Wednesday, April 1, 2009

Choosing Between Fundamental and Technical Analysis


While there is no dearth of information for forex traders to choose, the information must to selected and evaluated for initiating profitable trades. The Forex markets are driven by two major forces: fundamental and technical forces.

As is normal with all debates, there is an equal number on either side, some traders swear by technical analysis being the best while other would have it that by analyzing fundamentals one can read the market better.

Fundamental Analysis

Traders using fundamental analysis for potential trades have to time the market to be able to move along with the market. This is possible only if the trader has chosen day trading to be his preferred plan. As a day trader you are ‘always on’ and have to be on your trading platform always.

The markets are constantly reacting and discounting to information from around the world. The reaction times can be as short as instant. You miss the action triggered by the ‘surprise’ report if you cannot be at your trading platform in a minute.

This translates into a situation where the market’s reaction to data is important while the data per se has no relevance. What is important here is that most fundamental data is in the shape of projections. The news is confirmed only when there is an official release to authenticate the ’projected’ data. This makes timing even more important. If you can time the markets then only you stand to make short term instant profits. If you initiate trades based on fundamental analysis but have not chosen the right time then you should be ready to suffer a loss.

Technical Analysis

Traders using technical analysis are in an advantageous position as they have maneuverability in the markets. The fundamentals are reflected in the technical analysis. The trends that you see in technical analysis are based on certain criteria. When you ride a trend you are reasonably sure that it is appearing on the chart due to the changed fundamentals.

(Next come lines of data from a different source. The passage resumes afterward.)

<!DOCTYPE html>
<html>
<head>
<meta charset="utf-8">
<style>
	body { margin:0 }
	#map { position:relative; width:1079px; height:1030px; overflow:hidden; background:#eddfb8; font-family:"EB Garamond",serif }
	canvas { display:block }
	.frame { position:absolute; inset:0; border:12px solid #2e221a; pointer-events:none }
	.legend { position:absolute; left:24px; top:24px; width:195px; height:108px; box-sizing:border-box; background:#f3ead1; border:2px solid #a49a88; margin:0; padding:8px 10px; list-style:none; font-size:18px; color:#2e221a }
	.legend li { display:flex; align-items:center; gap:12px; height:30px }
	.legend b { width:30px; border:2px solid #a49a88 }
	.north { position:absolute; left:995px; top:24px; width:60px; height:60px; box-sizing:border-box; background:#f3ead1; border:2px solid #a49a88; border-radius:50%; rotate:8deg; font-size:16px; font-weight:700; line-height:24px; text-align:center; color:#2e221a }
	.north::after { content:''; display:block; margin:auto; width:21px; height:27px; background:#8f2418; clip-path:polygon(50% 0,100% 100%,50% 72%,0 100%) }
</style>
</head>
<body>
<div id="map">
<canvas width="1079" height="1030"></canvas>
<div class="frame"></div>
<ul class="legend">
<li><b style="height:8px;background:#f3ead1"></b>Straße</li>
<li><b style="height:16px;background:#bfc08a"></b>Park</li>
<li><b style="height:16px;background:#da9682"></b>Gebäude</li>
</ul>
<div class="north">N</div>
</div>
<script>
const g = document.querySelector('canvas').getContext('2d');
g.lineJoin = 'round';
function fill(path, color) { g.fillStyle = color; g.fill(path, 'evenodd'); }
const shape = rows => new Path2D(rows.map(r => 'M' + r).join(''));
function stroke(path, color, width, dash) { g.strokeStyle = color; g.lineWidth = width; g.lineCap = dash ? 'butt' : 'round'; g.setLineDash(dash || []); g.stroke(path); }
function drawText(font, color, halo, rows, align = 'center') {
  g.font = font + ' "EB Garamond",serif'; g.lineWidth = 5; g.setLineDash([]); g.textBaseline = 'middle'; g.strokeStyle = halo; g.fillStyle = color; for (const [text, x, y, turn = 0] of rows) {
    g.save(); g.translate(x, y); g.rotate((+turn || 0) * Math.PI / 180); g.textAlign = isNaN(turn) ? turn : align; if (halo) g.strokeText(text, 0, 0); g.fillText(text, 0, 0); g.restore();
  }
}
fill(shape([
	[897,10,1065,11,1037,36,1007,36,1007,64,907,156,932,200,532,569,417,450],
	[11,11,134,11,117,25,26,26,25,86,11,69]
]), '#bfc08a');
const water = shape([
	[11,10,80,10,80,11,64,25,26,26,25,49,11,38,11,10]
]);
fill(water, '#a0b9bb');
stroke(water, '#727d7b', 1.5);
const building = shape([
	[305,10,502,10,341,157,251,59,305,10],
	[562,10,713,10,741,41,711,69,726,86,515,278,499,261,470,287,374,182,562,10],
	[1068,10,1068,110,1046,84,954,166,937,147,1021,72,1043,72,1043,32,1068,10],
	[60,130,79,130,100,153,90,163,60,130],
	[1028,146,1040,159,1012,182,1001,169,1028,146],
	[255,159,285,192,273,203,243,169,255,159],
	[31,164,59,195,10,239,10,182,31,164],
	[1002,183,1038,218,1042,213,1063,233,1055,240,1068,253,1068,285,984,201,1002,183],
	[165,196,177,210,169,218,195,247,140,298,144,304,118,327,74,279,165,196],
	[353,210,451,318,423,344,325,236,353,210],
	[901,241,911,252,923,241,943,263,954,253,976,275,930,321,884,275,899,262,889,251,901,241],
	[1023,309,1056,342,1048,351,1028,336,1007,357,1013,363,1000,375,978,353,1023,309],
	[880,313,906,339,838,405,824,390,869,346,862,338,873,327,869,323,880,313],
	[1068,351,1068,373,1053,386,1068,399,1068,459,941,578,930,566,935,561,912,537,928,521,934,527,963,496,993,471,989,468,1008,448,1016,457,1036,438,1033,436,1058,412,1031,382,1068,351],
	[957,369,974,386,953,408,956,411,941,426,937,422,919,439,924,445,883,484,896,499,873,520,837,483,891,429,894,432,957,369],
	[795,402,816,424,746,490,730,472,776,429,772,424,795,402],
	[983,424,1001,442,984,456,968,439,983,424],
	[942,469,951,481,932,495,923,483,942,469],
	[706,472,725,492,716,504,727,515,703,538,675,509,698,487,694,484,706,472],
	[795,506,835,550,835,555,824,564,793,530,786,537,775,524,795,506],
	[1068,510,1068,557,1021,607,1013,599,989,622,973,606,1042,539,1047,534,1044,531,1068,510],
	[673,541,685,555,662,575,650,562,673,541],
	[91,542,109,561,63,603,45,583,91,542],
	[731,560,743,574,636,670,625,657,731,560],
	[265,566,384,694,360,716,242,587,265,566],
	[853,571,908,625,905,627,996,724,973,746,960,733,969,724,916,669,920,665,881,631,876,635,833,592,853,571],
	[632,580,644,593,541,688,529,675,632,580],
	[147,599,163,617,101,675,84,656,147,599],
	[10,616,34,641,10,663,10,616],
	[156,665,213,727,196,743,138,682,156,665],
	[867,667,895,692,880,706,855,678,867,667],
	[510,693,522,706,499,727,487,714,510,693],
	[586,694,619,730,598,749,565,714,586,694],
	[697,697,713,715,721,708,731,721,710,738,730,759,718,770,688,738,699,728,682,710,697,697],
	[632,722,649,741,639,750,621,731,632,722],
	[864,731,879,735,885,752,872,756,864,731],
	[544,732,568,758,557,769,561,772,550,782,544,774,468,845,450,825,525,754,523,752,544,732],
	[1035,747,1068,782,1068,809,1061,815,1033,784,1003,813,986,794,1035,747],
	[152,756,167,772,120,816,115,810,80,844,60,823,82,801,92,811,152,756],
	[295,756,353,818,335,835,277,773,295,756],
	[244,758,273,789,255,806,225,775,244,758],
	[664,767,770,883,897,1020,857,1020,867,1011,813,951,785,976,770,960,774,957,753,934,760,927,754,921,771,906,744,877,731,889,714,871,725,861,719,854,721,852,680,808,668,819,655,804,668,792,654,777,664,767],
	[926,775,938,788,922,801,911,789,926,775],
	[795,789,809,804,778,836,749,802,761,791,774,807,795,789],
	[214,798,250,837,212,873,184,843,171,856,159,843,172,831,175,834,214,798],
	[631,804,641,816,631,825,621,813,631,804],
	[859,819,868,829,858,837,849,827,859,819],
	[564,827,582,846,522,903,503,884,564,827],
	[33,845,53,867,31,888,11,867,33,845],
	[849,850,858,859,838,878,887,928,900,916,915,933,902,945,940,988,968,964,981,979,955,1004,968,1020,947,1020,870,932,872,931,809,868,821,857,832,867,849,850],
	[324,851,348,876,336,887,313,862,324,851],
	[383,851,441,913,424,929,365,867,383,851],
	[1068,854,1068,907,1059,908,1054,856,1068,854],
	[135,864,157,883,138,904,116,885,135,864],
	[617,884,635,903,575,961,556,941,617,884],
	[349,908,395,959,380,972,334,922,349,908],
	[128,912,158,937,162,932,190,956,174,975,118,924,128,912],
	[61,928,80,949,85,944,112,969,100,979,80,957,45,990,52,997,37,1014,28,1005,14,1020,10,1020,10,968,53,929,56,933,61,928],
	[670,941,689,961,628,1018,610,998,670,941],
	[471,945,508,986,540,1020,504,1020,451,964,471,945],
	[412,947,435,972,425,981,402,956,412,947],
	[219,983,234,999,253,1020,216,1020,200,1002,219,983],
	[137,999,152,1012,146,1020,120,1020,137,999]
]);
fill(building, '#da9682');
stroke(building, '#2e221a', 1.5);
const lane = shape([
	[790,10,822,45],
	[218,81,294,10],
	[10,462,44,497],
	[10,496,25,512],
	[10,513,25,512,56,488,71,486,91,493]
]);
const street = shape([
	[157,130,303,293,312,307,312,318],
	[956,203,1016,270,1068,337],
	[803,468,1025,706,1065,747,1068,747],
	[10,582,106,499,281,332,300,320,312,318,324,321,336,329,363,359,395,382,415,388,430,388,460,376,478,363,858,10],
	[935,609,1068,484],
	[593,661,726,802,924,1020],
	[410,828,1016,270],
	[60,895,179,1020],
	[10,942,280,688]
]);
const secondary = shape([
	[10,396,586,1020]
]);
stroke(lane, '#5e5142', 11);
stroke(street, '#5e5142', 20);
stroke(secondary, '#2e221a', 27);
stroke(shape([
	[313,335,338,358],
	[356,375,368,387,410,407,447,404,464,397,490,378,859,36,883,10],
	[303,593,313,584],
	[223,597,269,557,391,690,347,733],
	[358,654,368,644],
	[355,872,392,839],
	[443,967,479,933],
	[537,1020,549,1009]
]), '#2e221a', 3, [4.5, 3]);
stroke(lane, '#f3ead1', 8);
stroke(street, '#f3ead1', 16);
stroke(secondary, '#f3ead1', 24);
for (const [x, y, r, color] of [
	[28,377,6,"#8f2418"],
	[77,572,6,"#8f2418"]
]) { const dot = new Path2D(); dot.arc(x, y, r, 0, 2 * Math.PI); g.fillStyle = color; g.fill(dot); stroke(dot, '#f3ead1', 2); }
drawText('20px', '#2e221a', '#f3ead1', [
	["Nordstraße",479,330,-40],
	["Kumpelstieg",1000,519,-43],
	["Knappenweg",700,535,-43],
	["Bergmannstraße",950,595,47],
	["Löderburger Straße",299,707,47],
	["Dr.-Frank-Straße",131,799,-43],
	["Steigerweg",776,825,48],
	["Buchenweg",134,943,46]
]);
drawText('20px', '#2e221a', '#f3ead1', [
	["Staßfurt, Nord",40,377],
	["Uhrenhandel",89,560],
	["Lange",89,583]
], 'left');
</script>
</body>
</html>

When you are trading on technical analysis you have time in your hands. The trend itself allows you that time to generate fast and instant profits. At the same time, technical analysis by its inherent nature indicates when the trend is expected to run its course. The price movements in forex markets dictate what trades you should make. Either way, you will find that your profits run in forex markets.

The bottom-line is that technical analysis is easier and allows you enough time to initiate trades. You need not be at the terminal all the time. You can increase your profits by looking into the end-of-the day trading concept recommended by Bill Poulos in his Forex profit accelerator course.